Complex interactions between environmental factors and genetic traits underpin the etiology of infections and immune-mediated diseases as well as the functioning of the immune system. Naturally occurring genetic polymorphisms most likely evolved due to microbial pressure and reveal a consequence of natural selection for enhanced resistance or susceptibility to certain pathogens. Selective microbial pressure to promote functional variations in immune-related genes to resist infectious challenges may add to the pool of variants that alter susceptibility to immune-mediated disorders. We have begun studying the underlying pathways and receptors which regulate host-microbe interactions in models of gastrointestinal infections and immune-mediated pathologies.

Genetic susceptibility to infections and immune-mediated disease

Autoimmune responses and inflammatory processes result from complex interactions of genetic, predisposing factors and distinct environmental cues. Some genetic regions are even associated with susceptibility to multiple infections and/or immune-mediated disorders. However, a protective allele for one disease can represent a susceptibility allele for another. In addition, inflammatory processes are frequently tissue-specific, although (auto-)antigens targeted by the immune system can be expressed throughout the entire body. In this context, our laboratory investigates the genetic and immunological factors that govern the immune responses in the intestine, the pancreas and the liver. Using different genetic approaches and immune- or infection- triggered models, we identified, for example, allelic polymorphisms in an immunoglobulin-like glycoprotein named CD101, which mediated protection to type 1 diabetes, but enhanced susceptibility to infection triggered colitis and liver pathology. Thus, CD101 is an example for an allele, which orchestrates a remarkable switch to tissue-specific pathology once specific bacteria are present in the respective micromilieus. Therefore, we are also currently investigating the contribution of the resident microbiota and other tissues specific factors, such as hypoxia, to these processes.

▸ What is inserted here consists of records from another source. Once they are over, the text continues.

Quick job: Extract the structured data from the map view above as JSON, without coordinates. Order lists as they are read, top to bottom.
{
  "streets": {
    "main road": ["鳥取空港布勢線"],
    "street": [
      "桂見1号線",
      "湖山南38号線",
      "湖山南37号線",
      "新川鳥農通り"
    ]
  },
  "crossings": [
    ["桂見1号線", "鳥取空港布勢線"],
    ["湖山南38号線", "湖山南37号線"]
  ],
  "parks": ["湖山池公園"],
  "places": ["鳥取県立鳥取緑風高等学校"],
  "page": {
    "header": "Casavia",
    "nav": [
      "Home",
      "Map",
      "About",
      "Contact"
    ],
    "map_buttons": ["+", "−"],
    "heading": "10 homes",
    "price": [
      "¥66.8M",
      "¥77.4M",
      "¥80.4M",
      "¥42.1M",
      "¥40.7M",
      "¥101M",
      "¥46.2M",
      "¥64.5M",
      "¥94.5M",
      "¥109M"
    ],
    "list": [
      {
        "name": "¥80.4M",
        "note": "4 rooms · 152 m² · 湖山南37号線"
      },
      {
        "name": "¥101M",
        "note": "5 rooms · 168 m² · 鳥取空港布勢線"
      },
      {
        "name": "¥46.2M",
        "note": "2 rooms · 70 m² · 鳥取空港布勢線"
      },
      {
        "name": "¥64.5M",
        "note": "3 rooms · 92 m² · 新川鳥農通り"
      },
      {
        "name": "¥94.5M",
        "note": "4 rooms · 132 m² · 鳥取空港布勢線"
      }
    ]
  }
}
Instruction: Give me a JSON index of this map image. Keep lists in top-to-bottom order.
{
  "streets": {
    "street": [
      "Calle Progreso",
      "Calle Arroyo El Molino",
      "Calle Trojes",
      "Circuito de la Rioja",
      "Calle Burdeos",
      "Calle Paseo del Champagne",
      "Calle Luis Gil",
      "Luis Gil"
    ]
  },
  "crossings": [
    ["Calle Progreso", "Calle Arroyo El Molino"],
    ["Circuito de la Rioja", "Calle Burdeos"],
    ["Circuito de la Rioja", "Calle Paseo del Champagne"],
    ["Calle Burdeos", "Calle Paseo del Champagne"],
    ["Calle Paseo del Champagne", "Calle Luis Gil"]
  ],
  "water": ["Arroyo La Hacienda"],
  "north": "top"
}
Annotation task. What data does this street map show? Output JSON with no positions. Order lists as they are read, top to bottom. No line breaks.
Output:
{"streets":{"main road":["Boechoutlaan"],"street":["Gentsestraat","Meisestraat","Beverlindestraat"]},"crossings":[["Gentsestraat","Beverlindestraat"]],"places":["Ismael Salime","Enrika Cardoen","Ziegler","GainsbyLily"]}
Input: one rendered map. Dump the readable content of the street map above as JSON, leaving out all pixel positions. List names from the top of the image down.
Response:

Recognition of glycosylated antigens

Tissue-resident microbiota promote or inhibit inflammatory and regulatory pathways by signalling through different receptors. Furthermore, the intestinal microbiota prevent pathogens such as Clostridium difficile or Salmonella Typhimurium from colonizing the gastrointestinal tract, a phenomenon known as colonization resistance, due to the competition for nutrients and/or specific receptors and the regulation of the local immune response. Vice versa, intestinal pathogens colonize the gut, replicate therein and/or produce colitis-mediating enterotoxins once the commensal microflora got disrupted. Thus, there exists an increasing need to control the spread of these worldwide emerging infections. Consequently, we are aiming to identify vaccine candidates that prevent the colonization of the intestinal mucosa with Clostridium difficile or Salmonella Typhimurium without disrupting the intestinal microbiota. Due to their well-documented role in the adhesion to host tissues and their structural stability we could identify bacterial surface glycans and glyoclipids as suitable targets for vaccination in this context.